Her husband was weeding one of the flowerbeds. He came across.

‘Another one,’ she said.

They watched the bee together. A blade of grass was almost too much for
it to negotiate. It managed a few more centimetres, then stopped.

‘What is happening?’ she said.

‘I don’t know,’ he said, ‘but it’s not good. Not for the bees, not for us.’

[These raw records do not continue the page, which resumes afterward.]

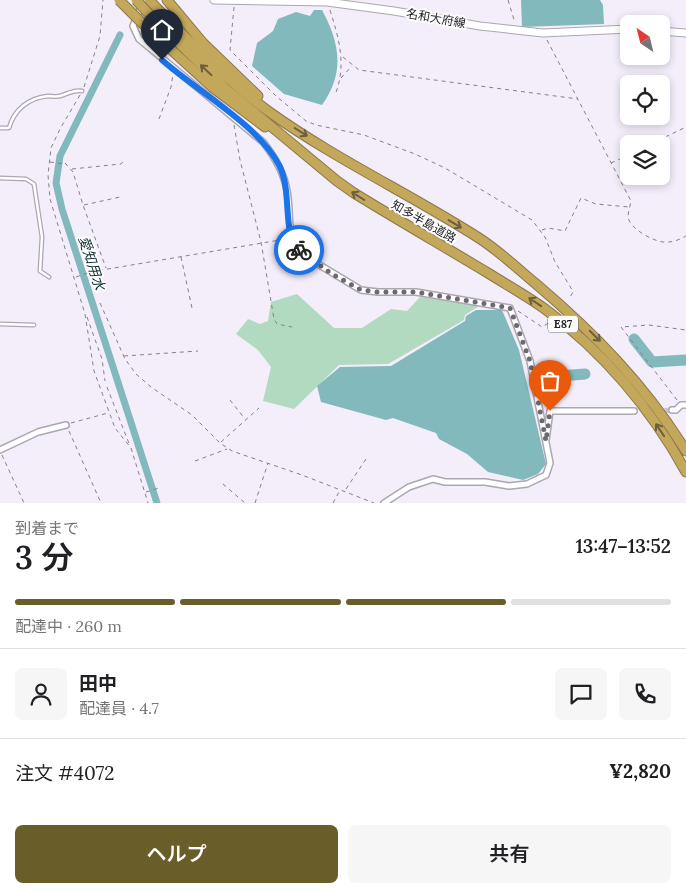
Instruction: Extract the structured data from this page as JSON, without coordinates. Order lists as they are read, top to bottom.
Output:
{
  "streets": {
    "highway": ["知多半島道路", "E87"],
    "main road": ["名和大府線"]
  },
  "water": ["愛知用水"],
  "north": "top left",
  "page": {
    "heading": ["3 分", "到着まで", "13:47–13:52"],
    "panel": [
      "田中",
      "配達員 · 4.7",
      "注文 #4072",
      "¥2,820"
    ],
    "bar": "配達中 · 260 m",
    "buttons": ["ヘルプ", "共有"]
  }
}
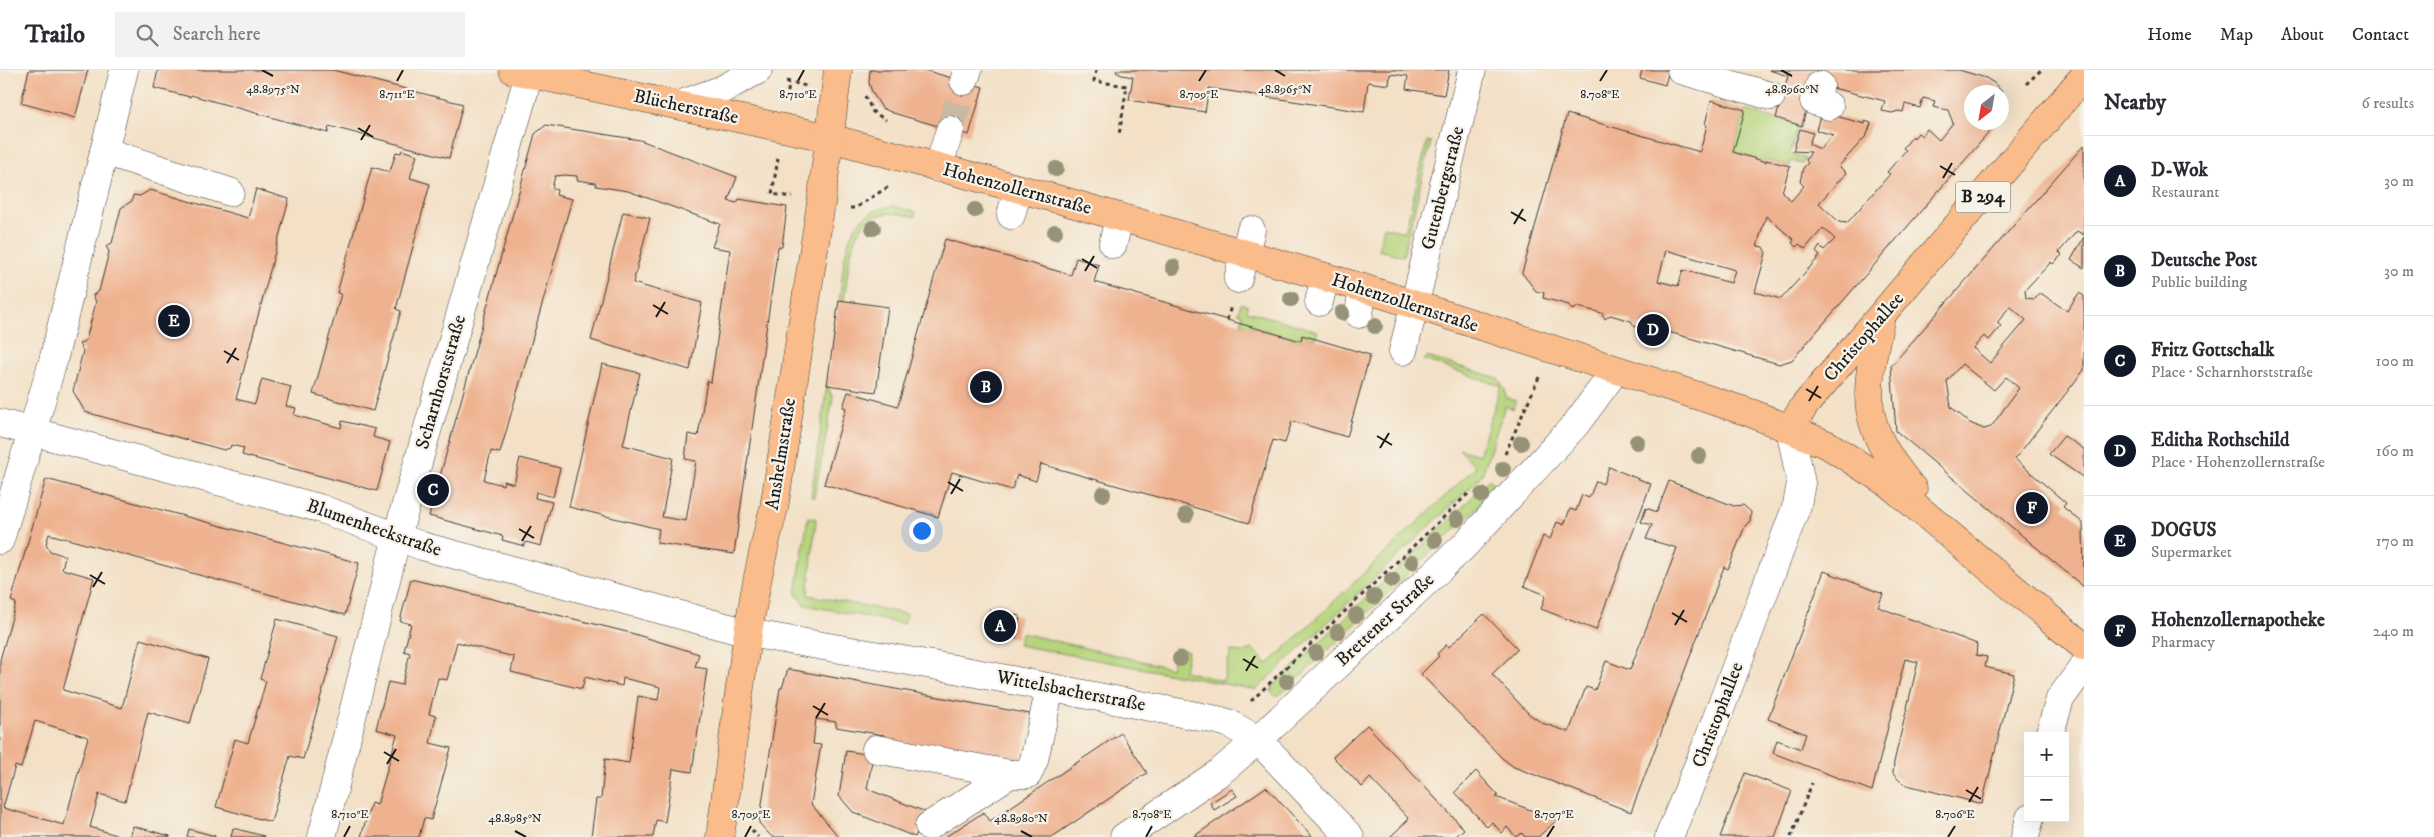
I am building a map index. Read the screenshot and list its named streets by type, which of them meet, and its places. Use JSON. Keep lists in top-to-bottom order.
{
  "streets": {
    "main road": [
      "Blücherstraße",
      "Hohenzollernstraße",
      "B 294",
      "Christophallee",
      "Anshelmstraße"
    ],
    "street": [
      "Gutenbergstraße",
      "Scharnhorststraße",
      "Blumenheckstraße",
      "Brettener Straße",
      "Wittelsbacherstraße"
    ]
  },
  "crossings": [
    ["Blücherstraße", "Hohenzollernstraße"],
    ["Blücherstraße", "Scharnhorststraße"],
    ["Blücherstraße", "Anshelmstraße"],
    ["Gutenbergstraße", "Hohenzollernstraße"],
    ["Hohenzollernstraße", "Christophallee"],
    ["Hohenzollernstraße", "Anshelmstraße"],
    ["Hohenzollernstraße", "Brettener Straße"],
    ["Scharnhorststraße", "Blumenheckstraße"],
    ["Anshelmstraße", "Blumenheckstraße"],
    ["Anshelmstraße", "Wittelsbacherstraße"],
    ["Blumenheckstraße", "Wittelsbacherstraße"],
    ["Brettener Straße", "Wittelsbacherstraße"]
  ],
  "north": "bottom left",
  "page": {
    "header": "Trailo",
    "search": "Search here",
    "nav": [
      "Home",
      "Map",
      "About",
      "Contact"
    ],
    "heading": ["Nearby", "6 results"],
    "list": [
      {
        "mark": "A",
        "name": "D-Wok",
        "note": "Restaurant",
        "value": "30 m"
      },
      {
        "mark": "B",
        "name": "Deutsche Post",
        "note": "Public building",
        "value": "30 m"
      },
      {
        "mark": "C",
        "name": "Fritz Gottschalk",
        "note": "Place · Scharnhorststraße",
        "value": "100 m"
      },
      {
        "mark": "D",
        "name": "Editha Rothschild",
        "note": "Place · Hohenzollernstraße",
        "value": "160 m"
      },
      {
        "mark": "E",
        "name": "DOGUS",
        "note": "Supermarket",
        "value": "170 m"
      },
      {
        "mark": "F",
        "name": "Hohenzollernapotheke",
        "note": "Pharmacy",
        "value": "240 m"
      }
    ],
    "pins": [
      "E",
      "D",
      "B",
      "C",
      "F",
      "A"
    ],
    "map_buttons": ["+", "−"]
  },
  "coordinates": [
    "48.8975°N",
    "48.8965°N",
    "48.8960°N",
    "8.710°E",
    "8.709°E",
    "8.708°E",
    "8.711°E",
    "8.707°E",
    "8.706°E",
    "48.8985°N",
    "48.8980°N"
  ]
}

The apple tree was covered in blossom. But it had been like that last year, and they hadn’t had a single apple from it. Not one. It had been a bad year for fruit generally. People had blamed the rain, the cold, the lack of sun, but what if there weren’t enough bees? What if there simply weren’t enough pollinators left to do the work?

The bee hadn’t moved for a minute. He bent and touched it with the tip of his finger.

‘Don’t,’ she said. ‘Don’t torment it.’

‘No,’ he said. ‘I wanted to help, that’s all.’

He stood up, shaking his head. She reached for his hand.